Just have a try if your server's memory is enough. Remember to pull the latest single_api.py which uses NMSLIB for KNN computation.
@XiaohangZhan hi, if memory error when retraining mediator model,do u have the better solution to solve it except PCA-reduced or reducing pairs number. On condition that my server's memory is unchangeable. Thanks.
@XiaohangZhan hi, if memory error when retraining mediator model,do u have the better solution to solve it except PCA-reduced or reducing pairs number. On condition that my server's memory is unchangeable. Thanks.
You may split your data into several batches so that each batch could fit in your memory. However, it will degrade the recall. You can have a try to see whether it matters.

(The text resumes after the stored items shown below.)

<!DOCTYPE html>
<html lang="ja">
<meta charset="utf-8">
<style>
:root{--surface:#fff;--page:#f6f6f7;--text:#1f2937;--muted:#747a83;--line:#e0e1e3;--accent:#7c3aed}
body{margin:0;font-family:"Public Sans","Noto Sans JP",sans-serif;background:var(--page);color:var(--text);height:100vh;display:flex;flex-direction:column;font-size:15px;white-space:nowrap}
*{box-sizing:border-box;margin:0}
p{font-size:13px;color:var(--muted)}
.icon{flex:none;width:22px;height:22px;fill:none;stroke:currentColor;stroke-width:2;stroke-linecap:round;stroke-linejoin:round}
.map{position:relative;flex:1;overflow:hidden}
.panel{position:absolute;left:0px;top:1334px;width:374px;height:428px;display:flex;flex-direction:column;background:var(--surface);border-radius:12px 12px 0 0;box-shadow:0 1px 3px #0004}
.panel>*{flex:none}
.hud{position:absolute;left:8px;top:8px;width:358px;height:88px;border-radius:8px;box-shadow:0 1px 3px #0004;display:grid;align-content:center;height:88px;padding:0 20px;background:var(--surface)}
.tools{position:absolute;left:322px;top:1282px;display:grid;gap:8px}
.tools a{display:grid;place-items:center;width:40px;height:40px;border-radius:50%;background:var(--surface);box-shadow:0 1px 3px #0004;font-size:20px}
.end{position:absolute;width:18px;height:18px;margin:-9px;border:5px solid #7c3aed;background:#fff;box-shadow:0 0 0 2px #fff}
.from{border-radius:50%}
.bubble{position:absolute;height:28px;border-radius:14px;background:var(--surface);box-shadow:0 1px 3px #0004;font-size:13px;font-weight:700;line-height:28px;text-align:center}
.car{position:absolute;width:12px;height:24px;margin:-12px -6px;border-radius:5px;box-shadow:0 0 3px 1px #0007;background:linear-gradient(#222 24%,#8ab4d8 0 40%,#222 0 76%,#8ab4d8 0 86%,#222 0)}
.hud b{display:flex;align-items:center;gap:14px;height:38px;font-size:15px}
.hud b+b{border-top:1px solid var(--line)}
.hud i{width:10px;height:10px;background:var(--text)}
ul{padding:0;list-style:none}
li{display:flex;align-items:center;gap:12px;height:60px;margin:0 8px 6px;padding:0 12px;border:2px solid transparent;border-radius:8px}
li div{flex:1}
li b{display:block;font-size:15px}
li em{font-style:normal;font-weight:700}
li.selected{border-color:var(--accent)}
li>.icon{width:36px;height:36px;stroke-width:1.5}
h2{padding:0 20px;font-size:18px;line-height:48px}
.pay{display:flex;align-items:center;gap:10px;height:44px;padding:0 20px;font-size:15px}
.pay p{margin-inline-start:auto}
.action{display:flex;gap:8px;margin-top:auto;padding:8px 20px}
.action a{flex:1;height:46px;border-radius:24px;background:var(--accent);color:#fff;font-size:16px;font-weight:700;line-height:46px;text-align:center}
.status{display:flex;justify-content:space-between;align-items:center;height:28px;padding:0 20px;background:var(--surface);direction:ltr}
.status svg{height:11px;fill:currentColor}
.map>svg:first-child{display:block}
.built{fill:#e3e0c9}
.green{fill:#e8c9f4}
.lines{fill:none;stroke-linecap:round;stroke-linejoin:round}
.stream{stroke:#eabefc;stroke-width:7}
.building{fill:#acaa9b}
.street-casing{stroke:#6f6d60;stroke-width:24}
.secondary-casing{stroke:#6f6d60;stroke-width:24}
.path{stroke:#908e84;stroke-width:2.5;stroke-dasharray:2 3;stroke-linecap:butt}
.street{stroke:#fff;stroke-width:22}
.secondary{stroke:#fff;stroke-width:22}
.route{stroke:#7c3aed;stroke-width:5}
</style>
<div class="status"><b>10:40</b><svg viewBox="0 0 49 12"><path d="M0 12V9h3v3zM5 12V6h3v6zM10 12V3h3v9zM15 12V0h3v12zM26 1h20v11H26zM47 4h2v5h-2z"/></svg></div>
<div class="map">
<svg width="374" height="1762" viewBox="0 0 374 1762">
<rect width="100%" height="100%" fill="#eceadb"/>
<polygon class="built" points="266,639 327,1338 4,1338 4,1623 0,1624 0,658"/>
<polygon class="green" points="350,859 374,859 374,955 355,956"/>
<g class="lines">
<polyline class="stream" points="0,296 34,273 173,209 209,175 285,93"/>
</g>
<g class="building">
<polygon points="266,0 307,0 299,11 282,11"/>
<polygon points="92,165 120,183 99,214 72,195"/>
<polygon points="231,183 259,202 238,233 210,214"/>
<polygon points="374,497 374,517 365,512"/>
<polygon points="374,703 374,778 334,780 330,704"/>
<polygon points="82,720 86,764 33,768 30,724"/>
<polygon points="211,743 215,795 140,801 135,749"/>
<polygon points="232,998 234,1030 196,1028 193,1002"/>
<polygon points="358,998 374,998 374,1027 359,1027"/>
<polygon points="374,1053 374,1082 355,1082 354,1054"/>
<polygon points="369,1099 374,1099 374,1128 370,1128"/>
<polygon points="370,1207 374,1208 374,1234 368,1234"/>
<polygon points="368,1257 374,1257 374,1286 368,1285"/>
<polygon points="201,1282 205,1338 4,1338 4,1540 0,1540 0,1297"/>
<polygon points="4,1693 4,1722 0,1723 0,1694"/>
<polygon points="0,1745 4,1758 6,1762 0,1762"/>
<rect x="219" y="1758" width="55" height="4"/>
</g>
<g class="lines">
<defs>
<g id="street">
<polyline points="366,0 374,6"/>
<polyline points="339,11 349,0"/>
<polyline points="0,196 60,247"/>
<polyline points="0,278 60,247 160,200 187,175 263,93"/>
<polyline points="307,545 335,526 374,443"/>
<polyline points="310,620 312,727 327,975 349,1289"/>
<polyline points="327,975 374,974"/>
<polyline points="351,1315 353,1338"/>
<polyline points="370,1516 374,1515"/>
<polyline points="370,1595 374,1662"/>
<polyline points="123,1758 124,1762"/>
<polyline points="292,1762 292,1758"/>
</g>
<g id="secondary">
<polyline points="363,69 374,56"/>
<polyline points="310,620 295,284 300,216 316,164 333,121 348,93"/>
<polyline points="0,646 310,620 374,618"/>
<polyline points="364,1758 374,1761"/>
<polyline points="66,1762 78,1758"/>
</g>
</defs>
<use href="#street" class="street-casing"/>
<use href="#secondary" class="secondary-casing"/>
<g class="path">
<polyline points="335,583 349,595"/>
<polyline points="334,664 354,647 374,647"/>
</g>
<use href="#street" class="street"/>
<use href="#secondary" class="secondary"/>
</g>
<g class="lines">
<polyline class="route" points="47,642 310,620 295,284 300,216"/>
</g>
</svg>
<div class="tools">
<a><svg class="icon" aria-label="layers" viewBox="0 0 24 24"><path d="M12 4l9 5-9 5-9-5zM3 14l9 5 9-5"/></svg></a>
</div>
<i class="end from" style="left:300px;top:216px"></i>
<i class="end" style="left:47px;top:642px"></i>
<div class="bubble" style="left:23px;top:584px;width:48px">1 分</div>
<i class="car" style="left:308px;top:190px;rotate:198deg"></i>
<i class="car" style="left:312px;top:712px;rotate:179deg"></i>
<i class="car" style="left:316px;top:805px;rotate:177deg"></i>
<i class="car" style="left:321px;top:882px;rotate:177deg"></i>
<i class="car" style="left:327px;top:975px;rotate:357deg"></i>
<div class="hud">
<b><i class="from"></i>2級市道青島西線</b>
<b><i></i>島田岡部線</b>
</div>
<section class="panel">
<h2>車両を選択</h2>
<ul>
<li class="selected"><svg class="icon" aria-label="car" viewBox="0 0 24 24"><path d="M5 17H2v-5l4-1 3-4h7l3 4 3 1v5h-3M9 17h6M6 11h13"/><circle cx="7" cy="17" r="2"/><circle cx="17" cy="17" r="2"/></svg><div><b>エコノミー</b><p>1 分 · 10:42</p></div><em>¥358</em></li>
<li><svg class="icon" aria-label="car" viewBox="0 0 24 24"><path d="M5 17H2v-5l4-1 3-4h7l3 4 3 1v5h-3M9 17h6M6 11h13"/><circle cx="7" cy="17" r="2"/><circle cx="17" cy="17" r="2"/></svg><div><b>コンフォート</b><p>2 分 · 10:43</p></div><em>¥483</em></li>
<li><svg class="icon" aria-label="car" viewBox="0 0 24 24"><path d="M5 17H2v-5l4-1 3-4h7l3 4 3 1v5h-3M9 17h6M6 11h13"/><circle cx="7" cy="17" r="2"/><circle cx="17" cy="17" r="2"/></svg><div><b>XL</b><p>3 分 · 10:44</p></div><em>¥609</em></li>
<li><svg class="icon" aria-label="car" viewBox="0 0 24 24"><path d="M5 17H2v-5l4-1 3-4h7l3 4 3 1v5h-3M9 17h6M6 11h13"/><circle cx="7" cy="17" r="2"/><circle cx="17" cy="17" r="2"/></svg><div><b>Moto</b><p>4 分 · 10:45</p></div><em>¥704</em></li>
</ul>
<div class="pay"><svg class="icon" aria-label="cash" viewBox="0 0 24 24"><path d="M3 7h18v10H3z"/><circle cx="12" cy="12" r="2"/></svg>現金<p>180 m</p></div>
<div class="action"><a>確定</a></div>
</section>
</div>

@XiaohangZhan Thanks for yr reply, i'll have a try.
@XiaohangZhan 你好,我对于eval的recall和precision的计算方法有点不理解,请问这是聚类算法的通用评价方法么?
@XiaohangZhan 你好,我对于eval的recall和precision的计算方法有点不理解,请问这是聚类算法的通用评价方法么?
请参考:https://scikit-learn.org/stable/modules/clustering.html#clustering-performance-evaluation
@XiaohangZhan 多谢!
@XiaohangZhan hello,请问下如何理解cdp映射到线性复杂度这个说法?
@XiaohangZhan hello,请问下如何理解cdp映射到线性复杂度这个说法?
比如N个sample的话,knn graph的edge数量<=Nxk,其中k是固定值,一般是10-40,远小于N。cdp的操作都是基于edge,包括edge信息的采集,edge分类,到此为止复杂度是O(N)。后续的propagation步骤执行的主要是BFS,也是O(N)。
@XiaohangZhan 理解了,多谢;那么,可以理解cdp的复杂度和k-means是相同的,对吧。
@XiaohangZhan 理解了,多谢;那么,可以理解cdp的复杂度和k-means是相同的,对吧。
额...kmeans不是O(n)...
@XiaohangZhan 我可以对复杂度理解的不好,kmeans复杂度是O(tKmn),也是线性复杂度,不能简化到O(n)么?
迭代次数和centroids数量一般是会和sample数量n相关的。假设100个点,centroids数量为10,迭代为5,那100万个点,不可能centroids数量还是为10,迭代还是5吧?
Thank you for your great paper and repo!
I think to reproducing results of
k15_accept0_th0.66
model, i.e.,, we may not need to normalize the distance as shown here.